[Exercise directions] Which lines of the records below contain the word "const"? Copy each of them out.

Stored items from a collection:
......

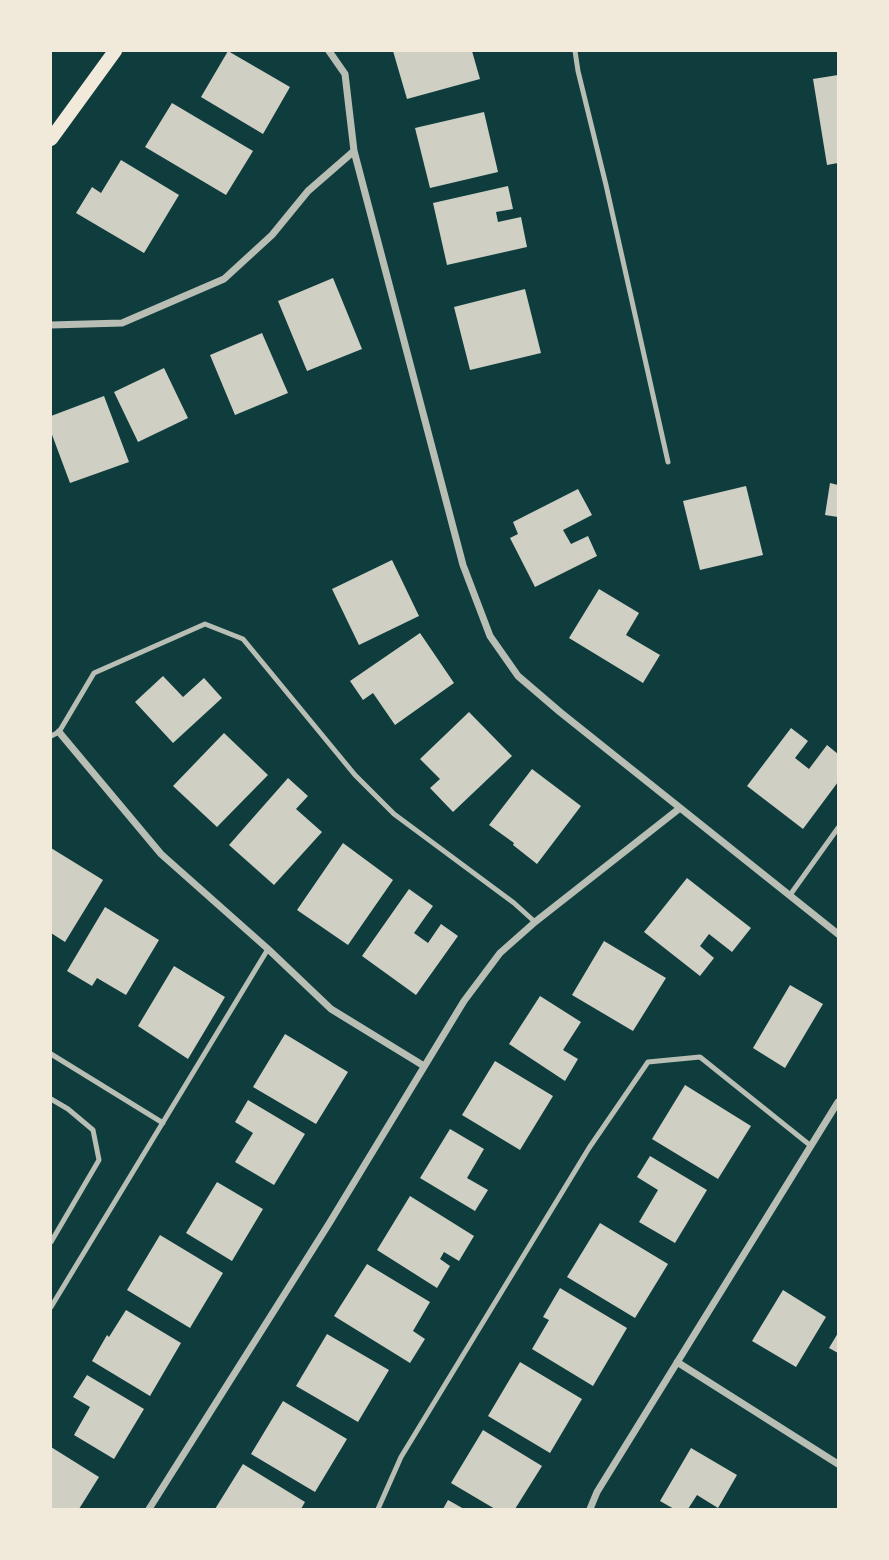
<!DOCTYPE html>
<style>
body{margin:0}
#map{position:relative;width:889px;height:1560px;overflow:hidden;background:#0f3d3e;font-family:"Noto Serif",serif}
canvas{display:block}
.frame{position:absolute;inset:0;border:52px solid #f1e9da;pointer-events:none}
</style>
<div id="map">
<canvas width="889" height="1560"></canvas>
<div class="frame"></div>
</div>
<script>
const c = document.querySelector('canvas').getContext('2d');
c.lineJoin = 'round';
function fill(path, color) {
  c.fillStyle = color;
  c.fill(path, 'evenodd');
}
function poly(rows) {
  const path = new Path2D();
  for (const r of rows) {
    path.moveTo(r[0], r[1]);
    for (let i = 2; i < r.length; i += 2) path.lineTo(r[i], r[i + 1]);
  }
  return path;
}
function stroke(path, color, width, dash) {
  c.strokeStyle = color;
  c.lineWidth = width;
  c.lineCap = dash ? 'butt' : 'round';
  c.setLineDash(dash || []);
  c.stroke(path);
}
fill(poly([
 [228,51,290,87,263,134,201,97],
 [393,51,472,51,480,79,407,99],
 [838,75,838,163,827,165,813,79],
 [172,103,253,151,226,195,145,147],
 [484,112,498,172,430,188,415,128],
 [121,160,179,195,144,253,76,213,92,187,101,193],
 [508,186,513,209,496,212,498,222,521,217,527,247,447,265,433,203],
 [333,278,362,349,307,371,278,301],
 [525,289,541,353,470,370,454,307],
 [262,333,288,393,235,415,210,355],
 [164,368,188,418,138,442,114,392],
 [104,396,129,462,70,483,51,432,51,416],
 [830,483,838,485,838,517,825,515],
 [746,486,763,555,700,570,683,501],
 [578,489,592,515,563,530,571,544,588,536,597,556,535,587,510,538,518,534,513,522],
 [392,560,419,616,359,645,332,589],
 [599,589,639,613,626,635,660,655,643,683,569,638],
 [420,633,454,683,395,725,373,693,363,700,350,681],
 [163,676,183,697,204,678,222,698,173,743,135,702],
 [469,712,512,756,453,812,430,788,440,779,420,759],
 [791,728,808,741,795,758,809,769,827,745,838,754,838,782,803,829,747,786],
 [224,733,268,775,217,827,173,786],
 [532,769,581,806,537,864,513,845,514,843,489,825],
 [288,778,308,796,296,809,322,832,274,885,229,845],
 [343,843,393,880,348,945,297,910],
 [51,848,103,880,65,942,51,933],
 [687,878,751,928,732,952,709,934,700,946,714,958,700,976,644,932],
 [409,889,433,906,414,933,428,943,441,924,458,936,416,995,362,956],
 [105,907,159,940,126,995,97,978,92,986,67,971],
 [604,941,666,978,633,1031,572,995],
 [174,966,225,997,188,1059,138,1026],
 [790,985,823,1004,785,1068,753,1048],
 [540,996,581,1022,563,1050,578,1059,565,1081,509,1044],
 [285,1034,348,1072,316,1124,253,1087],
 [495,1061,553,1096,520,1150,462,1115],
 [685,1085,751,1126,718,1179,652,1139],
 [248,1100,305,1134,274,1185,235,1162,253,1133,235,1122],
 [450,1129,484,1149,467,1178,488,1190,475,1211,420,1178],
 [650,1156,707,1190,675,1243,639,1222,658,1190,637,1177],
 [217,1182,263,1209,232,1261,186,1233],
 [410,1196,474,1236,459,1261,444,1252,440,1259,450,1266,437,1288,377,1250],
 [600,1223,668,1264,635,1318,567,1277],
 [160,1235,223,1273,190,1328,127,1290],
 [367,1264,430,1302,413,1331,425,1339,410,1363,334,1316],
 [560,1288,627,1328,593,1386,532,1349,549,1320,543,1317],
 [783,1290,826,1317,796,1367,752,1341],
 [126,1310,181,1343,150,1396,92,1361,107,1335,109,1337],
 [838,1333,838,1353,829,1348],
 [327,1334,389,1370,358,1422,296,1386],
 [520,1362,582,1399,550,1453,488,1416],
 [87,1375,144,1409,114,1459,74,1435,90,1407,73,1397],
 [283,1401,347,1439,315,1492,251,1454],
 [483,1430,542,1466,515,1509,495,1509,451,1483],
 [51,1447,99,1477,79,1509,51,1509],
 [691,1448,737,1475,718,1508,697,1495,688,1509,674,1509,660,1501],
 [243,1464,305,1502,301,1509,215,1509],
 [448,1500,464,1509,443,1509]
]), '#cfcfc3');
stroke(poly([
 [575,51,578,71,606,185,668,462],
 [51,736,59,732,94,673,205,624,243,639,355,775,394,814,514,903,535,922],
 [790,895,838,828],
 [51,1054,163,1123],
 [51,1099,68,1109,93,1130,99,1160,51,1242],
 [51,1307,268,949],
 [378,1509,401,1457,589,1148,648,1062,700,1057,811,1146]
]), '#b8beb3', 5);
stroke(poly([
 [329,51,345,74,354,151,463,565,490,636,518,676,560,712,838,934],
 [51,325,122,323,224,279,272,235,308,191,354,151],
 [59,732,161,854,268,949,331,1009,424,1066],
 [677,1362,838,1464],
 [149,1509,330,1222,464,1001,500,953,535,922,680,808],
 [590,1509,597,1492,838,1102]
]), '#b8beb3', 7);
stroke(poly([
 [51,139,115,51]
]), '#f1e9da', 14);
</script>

......

[Solution to the problem]
const c = document.querySelector('canvas').getContext('2d');
  const path = new Path2D();
  for (const r of rows) {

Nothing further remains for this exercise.